Which is a great question. I should have explained a little more clearly.
But my idea is to discuss this book in small sections, each Thursday until October 5. Then, we will take a break and return in November with a new book. Ex Wife by Ursula Parrot.
So, if you haven’t finished The Farm, that’s okay! If you haven’t gotten your copy, that is also okay. This is a very accessible book club discussion. And I hope to focus on themes topics and ideas that relate to the current moment in America and our own lives.
And now, the discussion questions. As a reminder, I am keeping the discussion open to everyone for now! So be kind, and assume the best of each other. If I remove your comment, I’ll send you an email explaining why.

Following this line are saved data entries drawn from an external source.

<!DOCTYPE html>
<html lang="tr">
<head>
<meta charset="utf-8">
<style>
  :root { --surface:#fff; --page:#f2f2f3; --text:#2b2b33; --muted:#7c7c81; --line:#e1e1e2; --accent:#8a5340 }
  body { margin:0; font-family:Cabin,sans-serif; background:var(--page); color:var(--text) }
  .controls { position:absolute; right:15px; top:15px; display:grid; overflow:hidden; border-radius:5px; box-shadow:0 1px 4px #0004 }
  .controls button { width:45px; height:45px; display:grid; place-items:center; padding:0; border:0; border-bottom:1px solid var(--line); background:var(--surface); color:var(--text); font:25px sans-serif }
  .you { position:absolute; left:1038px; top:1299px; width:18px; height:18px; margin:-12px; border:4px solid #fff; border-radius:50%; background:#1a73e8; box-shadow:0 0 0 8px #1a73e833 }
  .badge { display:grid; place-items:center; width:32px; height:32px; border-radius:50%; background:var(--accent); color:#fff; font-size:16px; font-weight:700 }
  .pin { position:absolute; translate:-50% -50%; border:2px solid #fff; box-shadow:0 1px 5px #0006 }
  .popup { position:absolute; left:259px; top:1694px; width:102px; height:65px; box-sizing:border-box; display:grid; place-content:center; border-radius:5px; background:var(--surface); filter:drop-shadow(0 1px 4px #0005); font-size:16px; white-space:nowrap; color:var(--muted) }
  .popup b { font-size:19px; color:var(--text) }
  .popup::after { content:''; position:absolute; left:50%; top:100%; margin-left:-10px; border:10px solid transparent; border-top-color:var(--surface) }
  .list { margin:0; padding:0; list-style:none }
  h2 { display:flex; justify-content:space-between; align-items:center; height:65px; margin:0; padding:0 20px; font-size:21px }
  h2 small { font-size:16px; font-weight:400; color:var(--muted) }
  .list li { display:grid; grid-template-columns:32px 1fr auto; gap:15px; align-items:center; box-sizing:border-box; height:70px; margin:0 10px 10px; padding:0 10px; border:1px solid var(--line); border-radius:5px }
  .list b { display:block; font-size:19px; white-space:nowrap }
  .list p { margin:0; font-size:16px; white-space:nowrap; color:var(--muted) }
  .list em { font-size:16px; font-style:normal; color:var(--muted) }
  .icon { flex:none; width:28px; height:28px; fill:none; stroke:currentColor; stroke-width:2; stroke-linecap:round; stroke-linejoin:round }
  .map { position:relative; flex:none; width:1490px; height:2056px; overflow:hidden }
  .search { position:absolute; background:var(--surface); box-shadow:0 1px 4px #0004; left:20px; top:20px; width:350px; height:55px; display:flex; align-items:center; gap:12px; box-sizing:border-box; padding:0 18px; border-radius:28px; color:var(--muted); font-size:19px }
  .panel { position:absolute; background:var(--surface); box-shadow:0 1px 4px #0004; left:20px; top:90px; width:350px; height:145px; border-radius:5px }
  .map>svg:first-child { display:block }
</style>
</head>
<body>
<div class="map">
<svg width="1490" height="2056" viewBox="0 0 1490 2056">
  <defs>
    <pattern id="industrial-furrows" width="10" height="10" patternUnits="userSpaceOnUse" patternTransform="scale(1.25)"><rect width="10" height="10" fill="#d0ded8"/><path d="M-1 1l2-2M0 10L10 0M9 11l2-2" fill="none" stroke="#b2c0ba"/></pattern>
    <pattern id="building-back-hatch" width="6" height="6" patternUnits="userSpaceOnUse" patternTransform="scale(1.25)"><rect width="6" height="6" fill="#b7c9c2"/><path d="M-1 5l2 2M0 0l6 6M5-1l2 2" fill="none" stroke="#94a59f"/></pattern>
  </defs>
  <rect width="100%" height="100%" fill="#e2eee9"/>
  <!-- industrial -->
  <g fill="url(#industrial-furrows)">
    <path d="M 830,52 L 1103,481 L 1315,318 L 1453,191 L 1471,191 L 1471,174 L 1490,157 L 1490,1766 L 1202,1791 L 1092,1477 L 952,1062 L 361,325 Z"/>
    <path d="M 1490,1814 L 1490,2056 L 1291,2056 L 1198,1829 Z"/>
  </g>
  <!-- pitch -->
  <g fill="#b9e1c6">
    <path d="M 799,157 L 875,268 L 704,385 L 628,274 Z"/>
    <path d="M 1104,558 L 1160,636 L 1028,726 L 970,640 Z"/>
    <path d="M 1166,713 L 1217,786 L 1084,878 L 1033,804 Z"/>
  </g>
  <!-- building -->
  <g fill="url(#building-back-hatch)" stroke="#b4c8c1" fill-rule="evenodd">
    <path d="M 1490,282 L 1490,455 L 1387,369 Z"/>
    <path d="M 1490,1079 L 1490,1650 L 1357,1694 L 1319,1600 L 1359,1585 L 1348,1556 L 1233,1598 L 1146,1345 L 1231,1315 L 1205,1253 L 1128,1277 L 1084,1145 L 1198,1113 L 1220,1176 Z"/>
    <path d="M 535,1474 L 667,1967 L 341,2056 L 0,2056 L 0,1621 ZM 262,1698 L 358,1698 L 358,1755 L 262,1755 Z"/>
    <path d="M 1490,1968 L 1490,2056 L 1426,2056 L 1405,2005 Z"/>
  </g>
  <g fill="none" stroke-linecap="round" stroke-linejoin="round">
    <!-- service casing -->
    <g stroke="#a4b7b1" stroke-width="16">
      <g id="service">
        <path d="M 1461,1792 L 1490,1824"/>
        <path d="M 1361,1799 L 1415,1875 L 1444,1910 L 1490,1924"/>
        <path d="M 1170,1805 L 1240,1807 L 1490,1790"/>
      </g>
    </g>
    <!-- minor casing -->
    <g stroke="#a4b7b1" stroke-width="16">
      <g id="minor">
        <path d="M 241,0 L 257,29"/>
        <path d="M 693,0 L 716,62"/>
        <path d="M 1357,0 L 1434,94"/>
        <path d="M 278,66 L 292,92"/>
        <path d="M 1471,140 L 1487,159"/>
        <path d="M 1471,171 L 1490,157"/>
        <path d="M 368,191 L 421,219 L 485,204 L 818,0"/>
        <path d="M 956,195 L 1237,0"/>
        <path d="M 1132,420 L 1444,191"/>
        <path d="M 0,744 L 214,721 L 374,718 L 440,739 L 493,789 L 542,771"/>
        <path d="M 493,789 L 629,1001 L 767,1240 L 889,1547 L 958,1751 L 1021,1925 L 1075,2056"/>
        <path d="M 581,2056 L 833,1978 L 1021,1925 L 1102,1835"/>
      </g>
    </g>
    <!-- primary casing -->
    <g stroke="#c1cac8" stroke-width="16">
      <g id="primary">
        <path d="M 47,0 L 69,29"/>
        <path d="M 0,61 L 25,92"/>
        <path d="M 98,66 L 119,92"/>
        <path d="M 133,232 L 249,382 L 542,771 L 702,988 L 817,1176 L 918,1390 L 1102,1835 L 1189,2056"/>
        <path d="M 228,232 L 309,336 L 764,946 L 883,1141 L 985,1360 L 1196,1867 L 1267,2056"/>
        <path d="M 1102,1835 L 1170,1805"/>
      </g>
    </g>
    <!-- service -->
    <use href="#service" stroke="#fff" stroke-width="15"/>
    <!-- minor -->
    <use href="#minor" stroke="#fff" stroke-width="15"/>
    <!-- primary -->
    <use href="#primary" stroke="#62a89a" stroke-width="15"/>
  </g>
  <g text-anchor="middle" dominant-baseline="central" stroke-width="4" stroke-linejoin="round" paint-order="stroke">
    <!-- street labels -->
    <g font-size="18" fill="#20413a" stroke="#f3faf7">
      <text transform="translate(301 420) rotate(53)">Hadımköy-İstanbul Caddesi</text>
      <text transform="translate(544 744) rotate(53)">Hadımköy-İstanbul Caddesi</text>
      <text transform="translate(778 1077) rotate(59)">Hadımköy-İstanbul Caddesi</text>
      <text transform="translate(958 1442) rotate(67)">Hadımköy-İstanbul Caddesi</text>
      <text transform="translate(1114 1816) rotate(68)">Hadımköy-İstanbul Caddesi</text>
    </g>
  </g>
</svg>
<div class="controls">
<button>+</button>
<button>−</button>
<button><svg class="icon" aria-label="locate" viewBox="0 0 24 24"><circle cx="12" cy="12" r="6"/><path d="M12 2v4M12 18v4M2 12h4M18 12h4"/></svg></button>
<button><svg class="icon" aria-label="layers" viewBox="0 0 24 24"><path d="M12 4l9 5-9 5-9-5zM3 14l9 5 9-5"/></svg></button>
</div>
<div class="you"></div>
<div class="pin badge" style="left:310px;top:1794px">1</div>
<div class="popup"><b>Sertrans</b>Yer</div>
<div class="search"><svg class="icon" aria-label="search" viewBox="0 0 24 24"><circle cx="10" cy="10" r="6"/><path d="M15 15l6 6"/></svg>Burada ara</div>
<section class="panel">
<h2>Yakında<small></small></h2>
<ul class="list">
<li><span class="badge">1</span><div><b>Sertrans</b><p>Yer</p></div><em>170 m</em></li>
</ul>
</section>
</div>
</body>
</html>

We begin with the story of Jane, which feels, in so many ways, like an immigrant story. And then gradually, through loss and desperation, she comes to the farm. How plausible did you find this setup? Is the farm a place you could see yourself ending up? Or would you have, in desperation ever used a service like that? I have to admit there was a time when I considered being a surrogate for a friend (which is very different, I know), but it made me consider deeply I would be offering up to someone else — my body, part of my soul if I even believe in my soul.
I was struck when Ate tells Jane about how the mothers think they want their children but don’t actually want their children. It hit close to home about labor and work and the stress of balancing it all. How resentful I am sometimes. How I sometimes wonder what a life would look like if I hadn’t had kids. But at the same time, never wanting anything else other than what I have. What are your thoughts about being a parent? Do you want it? Is it something you feel like you should want? (This is a DEEPLY personal question, so feel free to skip.)

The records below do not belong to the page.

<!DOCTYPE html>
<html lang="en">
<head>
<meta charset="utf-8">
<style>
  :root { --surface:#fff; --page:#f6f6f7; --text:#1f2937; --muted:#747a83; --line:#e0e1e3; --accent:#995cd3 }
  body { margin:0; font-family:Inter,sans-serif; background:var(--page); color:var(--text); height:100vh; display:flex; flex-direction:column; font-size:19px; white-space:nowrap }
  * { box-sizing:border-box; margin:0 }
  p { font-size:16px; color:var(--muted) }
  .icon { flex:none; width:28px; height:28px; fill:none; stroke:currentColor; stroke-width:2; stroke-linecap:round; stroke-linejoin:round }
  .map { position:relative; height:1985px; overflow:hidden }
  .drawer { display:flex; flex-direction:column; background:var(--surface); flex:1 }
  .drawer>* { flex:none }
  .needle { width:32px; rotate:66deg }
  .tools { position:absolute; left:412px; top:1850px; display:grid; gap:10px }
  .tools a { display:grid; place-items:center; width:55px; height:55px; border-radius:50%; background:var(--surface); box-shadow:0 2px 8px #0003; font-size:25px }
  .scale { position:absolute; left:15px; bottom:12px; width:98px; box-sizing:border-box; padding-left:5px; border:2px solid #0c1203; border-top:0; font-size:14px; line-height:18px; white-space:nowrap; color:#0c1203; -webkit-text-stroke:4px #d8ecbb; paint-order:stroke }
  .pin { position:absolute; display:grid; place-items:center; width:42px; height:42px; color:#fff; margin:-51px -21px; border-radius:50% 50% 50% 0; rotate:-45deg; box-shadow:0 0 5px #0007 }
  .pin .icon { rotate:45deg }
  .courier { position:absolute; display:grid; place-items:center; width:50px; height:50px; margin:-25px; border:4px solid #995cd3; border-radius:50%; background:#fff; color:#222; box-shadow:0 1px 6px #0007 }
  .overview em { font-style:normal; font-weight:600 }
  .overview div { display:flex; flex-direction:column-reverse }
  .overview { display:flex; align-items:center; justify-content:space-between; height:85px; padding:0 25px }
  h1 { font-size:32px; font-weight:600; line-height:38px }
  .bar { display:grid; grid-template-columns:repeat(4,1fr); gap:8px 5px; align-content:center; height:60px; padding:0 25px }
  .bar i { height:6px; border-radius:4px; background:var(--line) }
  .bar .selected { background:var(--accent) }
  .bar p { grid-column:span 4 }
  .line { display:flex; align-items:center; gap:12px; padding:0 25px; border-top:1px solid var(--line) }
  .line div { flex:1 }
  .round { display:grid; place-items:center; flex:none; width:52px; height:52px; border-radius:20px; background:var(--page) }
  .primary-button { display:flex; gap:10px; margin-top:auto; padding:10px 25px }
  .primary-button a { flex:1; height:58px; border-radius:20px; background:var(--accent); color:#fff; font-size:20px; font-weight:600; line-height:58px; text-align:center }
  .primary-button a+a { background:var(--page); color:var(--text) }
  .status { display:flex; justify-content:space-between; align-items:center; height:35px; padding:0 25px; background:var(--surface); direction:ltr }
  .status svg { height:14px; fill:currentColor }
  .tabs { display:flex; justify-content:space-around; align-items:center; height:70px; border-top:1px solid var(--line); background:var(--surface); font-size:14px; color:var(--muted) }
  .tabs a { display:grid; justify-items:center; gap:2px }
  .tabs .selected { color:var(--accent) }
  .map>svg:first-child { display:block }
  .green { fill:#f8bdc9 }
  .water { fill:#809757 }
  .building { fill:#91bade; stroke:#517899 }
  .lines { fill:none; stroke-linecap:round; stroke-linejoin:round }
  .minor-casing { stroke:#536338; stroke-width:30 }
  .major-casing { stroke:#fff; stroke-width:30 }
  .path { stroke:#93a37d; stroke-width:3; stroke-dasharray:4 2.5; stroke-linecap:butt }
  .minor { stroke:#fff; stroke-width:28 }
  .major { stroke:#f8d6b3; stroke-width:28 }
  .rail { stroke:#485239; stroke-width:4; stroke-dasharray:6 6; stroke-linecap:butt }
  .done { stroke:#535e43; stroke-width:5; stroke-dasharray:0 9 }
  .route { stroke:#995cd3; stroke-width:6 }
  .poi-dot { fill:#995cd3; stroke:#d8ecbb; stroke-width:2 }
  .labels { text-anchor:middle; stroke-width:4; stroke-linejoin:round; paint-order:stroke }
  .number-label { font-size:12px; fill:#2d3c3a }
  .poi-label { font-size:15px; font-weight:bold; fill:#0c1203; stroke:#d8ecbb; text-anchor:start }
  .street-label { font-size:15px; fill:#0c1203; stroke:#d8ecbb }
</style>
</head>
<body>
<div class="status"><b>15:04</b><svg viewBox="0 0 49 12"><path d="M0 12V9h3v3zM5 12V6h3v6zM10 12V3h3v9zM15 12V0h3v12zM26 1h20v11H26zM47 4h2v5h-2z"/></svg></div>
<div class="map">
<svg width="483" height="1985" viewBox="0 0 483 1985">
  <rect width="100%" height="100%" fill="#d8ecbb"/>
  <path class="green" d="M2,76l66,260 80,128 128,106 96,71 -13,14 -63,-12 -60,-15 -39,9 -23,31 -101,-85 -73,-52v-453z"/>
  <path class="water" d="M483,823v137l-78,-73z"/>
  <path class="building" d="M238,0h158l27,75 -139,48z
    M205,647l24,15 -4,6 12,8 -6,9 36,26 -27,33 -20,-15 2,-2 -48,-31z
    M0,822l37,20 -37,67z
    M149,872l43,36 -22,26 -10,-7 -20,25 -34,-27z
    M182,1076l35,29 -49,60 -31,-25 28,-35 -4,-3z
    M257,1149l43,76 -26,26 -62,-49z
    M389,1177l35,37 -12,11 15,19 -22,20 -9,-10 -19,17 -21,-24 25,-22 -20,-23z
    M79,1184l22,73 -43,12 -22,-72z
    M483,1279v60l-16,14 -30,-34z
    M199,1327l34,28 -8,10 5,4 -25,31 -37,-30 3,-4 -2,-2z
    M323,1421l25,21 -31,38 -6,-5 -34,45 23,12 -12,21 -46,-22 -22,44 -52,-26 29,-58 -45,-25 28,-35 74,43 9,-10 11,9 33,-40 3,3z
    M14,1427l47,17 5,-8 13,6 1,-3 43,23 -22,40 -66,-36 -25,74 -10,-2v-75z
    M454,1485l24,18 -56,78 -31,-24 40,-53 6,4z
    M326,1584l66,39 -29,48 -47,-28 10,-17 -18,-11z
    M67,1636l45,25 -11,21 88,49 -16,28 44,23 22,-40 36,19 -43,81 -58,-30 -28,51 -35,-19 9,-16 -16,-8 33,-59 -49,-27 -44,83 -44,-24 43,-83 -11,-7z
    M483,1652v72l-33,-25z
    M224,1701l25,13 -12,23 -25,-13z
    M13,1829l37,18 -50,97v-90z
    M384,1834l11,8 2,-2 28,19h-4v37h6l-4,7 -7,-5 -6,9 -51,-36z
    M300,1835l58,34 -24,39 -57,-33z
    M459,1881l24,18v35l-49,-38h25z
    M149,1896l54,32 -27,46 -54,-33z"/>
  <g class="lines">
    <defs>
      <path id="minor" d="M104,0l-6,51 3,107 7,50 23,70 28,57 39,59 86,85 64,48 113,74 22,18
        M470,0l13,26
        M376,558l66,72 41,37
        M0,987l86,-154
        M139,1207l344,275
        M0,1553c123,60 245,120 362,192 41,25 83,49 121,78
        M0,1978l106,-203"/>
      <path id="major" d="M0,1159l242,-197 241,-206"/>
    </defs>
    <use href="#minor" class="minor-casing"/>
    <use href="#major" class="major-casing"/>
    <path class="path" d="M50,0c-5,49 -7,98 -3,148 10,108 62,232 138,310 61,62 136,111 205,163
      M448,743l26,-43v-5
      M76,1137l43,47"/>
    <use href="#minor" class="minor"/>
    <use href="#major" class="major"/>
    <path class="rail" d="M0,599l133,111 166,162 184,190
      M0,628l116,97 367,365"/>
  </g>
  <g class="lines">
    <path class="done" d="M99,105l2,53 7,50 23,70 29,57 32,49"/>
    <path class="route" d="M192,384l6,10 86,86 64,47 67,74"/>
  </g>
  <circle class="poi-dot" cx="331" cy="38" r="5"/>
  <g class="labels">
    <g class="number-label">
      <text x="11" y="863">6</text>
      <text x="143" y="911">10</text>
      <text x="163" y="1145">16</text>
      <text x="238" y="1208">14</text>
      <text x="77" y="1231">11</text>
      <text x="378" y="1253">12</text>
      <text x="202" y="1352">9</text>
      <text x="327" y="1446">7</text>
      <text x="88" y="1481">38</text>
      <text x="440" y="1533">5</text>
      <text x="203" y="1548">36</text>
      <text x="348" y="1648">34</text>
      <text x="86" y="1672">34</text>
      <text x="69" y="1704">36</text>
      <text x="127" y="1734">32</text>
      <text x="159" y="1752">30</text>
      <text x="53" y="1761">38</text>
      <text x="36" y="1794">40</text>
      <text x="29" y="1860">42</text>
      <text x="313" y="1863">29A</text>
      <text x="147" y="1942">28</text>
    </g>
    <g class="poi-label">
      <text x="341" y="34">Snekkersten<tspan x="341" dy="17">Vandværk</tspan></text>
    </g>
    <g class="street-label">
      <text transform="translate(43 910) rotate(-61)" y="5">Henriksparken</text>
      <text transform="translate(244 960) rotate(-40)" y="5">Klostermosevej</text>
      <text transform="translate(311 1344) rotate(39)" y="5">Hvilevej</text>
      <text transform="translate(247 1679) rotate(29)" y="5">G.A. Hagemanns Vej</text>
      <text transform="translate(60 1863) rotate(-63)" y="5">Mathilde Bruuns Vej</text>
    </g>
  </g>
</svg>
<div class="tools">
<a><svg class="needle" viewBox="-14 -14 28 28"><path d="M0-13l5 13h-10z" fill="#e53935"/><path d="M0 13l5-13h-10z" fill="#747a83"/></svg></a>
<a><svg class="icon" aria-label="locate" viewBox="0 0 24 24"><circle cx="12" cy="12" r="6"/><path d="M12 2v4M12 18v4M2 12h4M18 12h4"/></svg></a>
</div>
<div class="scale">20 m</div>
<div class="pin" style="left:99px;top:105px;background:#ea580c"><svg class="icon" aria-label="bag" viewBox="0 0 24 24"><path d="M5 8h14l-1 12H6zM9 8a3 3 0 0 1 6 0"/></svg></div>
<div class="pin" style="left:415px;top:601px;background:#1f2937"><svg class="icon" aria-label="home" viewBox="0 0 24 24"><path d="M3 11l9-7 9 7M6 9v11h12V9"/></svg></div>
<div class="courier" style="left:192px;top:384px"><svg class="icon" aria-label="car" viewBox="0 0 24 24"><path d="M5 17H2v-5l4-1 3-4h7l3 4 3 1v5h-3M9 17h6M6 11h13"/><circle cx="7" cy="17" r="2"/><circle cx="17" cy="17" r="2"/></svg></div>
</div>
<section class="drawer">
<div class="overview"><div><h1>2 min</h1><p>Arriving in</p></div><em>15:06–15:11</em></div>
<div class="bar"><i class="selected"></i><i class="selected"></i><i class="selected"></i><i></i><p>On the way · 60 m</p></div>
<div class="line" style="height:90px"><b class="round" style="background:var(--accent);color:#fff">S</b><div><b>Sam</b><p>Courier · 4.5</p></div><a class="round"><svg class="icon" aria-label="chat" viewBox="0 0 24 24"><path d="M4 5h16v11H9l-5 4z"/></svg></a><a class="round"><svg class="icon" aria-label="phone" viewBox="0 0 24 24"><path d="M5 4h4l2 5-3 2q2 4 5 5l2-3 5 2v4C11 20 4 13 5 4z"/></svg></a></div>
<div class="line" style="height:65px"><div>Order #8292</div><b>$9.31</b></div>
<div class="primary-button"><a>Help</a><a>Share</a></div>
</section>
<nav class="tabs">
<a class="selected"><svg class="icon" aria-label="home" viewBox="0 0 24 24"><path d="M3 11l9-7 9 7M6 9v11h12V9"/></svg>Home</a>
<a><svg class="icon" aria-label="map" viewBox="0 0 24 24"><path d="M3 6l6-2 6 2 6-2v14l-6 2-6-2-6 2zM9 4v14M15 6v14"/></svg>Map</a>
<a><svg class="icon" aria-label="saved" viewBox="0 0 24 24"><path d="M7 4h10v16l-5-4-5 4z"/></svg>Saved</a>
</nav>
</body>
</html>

So, when Mae Yu tells Raegan that they’re offering women a better option than what exists in their own lives, it feels like such an insidious logic that creeps up into the world of capitalism — and, okay, is actually what capitalism is founded on. Where do you see this logic at play in your own life?
What thoughts or questions did you have while reading this book? What associations were you making between your experience of motherhood (either as one or being raised by one) and caregiving and the story the book is telling?
MYAM Book Club: The Farm
Sorry, more thoughts. I LOVED the part where Ate instructed Jane on how to be with the Carters. I thought, "That has to be SO accurate," and felt like Ate gave a master class on how to be a subservient employee to rich white people. Also, regarding question #1, I almost donated my eggs in 1997 because I needed money so badly and could easily prove my Jewish heritage, but decided I didn't want my DNA out there in a way over which I had no control. Which says more about me than the process, I guess.
I'm going to focus on Q4. I have had two distinct experiences with becoming a mother. The first time, I was 18, just out of my first year in college. I didn't realize I was pregnant until I was 19 weeks along, and my non-observant but still willing to follow the rules Catholic parents sent me to a "home for unwed mothers." Friends, it was no Golden Oaks. As a white, college student from "a good background," I had social workers drooling over my unborn baby, yet was treated like trash by the revolving door of OB residents that treated us in the onsite clinic. My parents told me I had to give up the baby. There was no support to be found from them or from the baby's father. I was allowed to be my daughter's mother for 48 hours. When you're a kid, you try to forget and move forward, but 16 years later, the day my midwife showed me my son's heart beating on the ultrasound, I burst into tears. Everything about how I was as a mother to my son (22) and daughter (19) was informed by the loss of my first child. It hurts to think about how often financial circumstances are the barrier to families staying together. If my parents hadn't threatened to cut me out of their lives, telling me I'd end up living in a trailer park and "working a dead end job," I wouldn't have lived with a hole in my heart for the 34 years it took my daughter to find me.